In this climate the so-called "philosophical conversion" matures, that is the passage from poetry to philosophy, from the "ancient" condition (naturally happy and poetic) to the "modern" (dominated by unhappiness and boredom), according to a path that reproduces to individual level the itinerary that mankind found itself fulfilling in its history. In other words, the original condition of poetry recedes in his eyes more and more in the past, and appears irreproducible in the present age, where reason has inhibited the possibility of giving life to the ghosts of fantasy and illusion. Unfortunately, in this period he also falls in love secretly with his cousin Geltrude Cassi Lazzari, who represents one of his many unrequited loves, loves to which the poet attributed almost salvific abilities to alleviate the pains of the soul. Finally, in February 1823 Giacomo with his father's permission can realize the dream of leaving Recanati where he felt himself a prisoner of a mediocre environment, which he neither knew nor could understand. But when he went to Rome with his maternal uncle, he was deeply disappointed by the city, too frivolous and not very hospitable.
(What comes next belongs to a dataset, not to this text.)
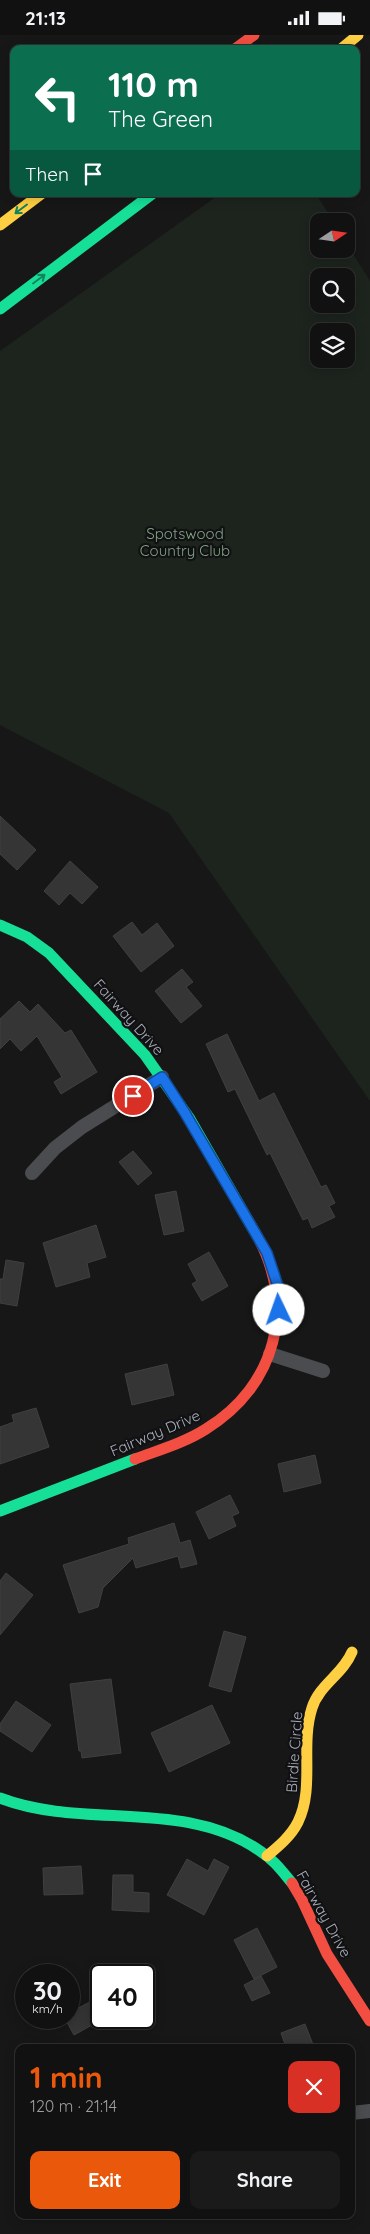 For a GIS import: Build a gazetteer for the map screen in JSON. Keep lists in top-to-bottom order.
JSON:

Only the sepulcher of Tasso is moved by it. Returning to Recanati, he remained there for two years. He then took up residence in Milan (1825) where he met Vincenzo Monti; and then again in Bologna (1826), Florence (1827), where he met Vieusseux, Niccolini, Colletta, Alessandro Manzoni, and Pisa (1827-28). He maintains himself with the monthly salary of the editor of the Milanese Stella, for which he takes care of the commentary on Petrarch's rhymes, carries out translations from the Greek and compiles two anthologies of Italian literature: poems and prose. Having missed these entrances, he returned to Recanati (1828). In April 1830 he returned to Florence at the invitation of the Colletta; here he becomes friends with the Neapolitan exile Antonio Ranieri, whose association will last until the death of the poet.

In 1831 the "Canti" edition was born in Florence. In 1833 he left with Ranieri to Naples, where two years later he signed a contract with the publisher Starita to publish his works. In 1836, to escape the threat of cholera, he moved to the slopes of Vesuvius, where he composed two great lyrics: "Il tramonto della luna" and "La ginestra". On June 14, 1837 he died suddenly, only 39 years old, due to the aggravation of the evils that had afflicted him for some time.
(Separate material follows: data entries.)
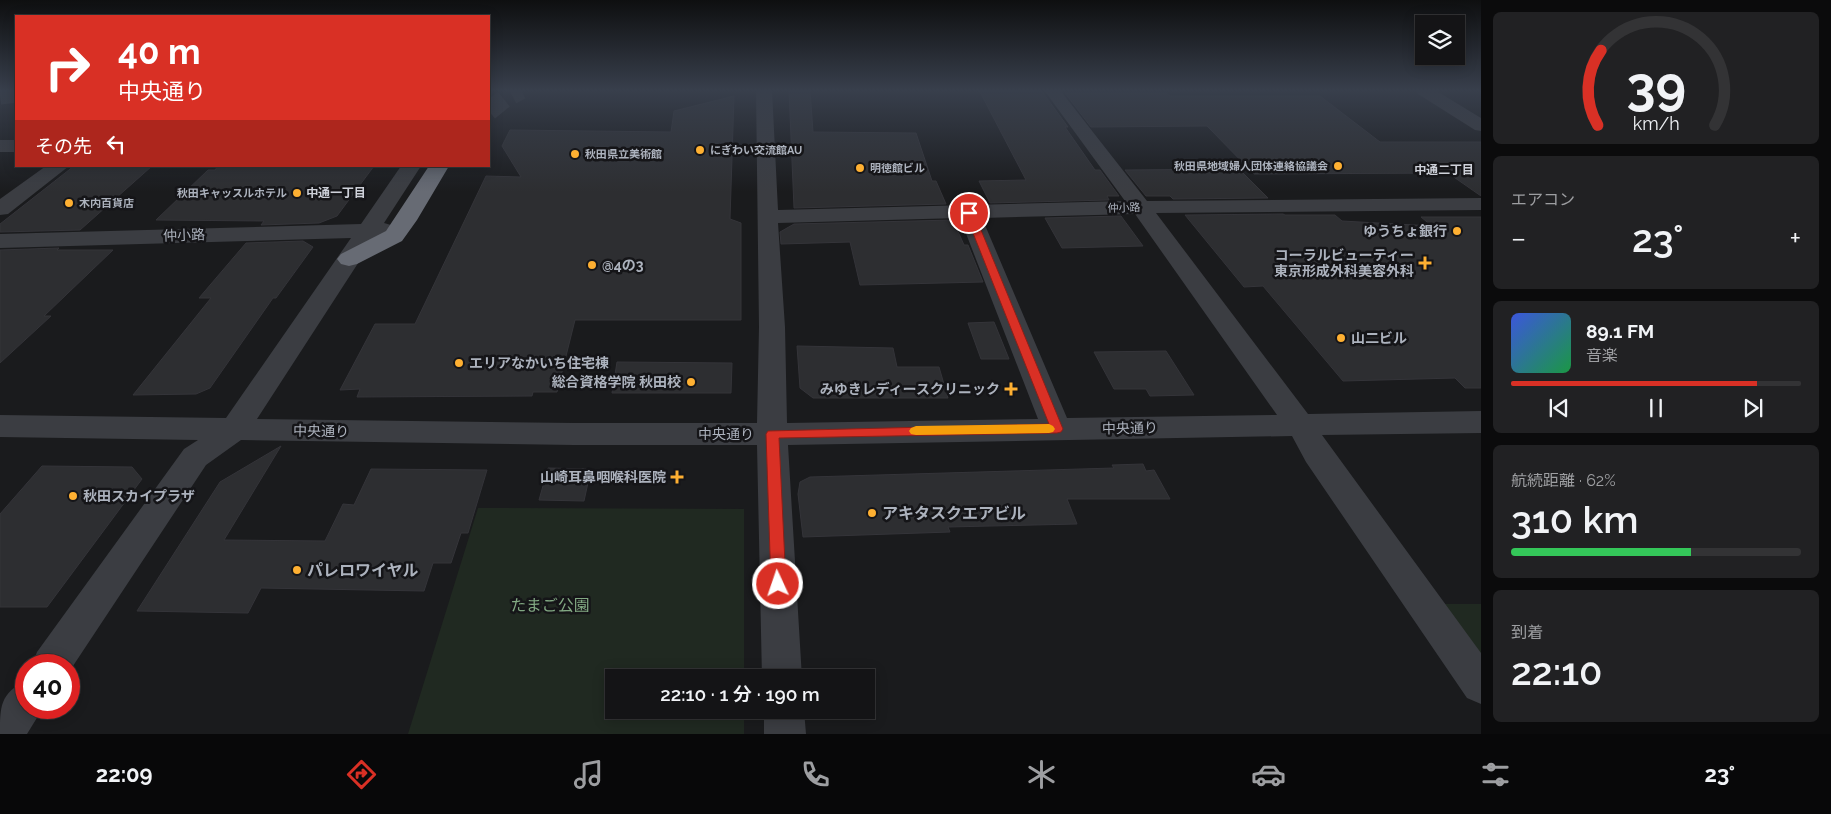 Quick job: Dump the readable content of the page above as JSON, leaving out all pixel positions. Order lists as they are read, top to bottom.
{
  "streets": {
    "street": ["仲小路", "中央通り"]
  },
  "districts": ["中通二丁目", "中通一丁目"],
  "parks": ["たまご公園"],
  "places": {
    "other": [
      "にぎわい交流館AU",
      "秋田県立美術館",
      "秋田県地域婦人団体連絡協議会",
      "明徳館ビル",
      "秋田キャッスルホテル",
      "木内百貨店",
      "ゆうちょ銀行",
      "@4の3",
      "山二ビル",
      "エリアなかいち住宅棟",
      "総合資格学院 秋田校",
      "秋田スカイプラザ",
      "アキタスクエアビル",
      "パレロワイヤル"
    ],
    "health": ["コーラルビューティー 東京形成外科美容外科", "みゆきレディースクリニック", "山崎耳鼻咽喉科医院"]
  },
  "page": {
    "turn": ["40 m", "中央通り"],
    "then": "その先",
    "tile": [
      "エアコン",
      ["航続距離 · 62%", "310 km"],
      ["到着", "22:10"]
    ],
    "heat": ["−", "23°", "+"],
    "song": ["89.1 FM", "音楽"],
    "limit": "40",
    "trip": "22:10 · 1 分 · 190 m",
    "tabs": ["22:09", "23°"],
    "gauge": ["39", "km/h"]
  }
}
Remembered for his intensely pessimistic attitude towards the human condition and life, Giacomo Leopardi was a significant figure of the Italian Romanticism era. His talents not limited to a single domain associated him to several fields of art. Giacomo Leopardi was a notable poet, philosopher, scholar, essayist and philologist. Although Leopardi did not attain the fame he deserved in his lifetime, he was later declared the greatest Italian poet of the nineteenth century. Leopardi's seven volume notebook Zibaldone is considered the finest and is also the most appreciated of his works.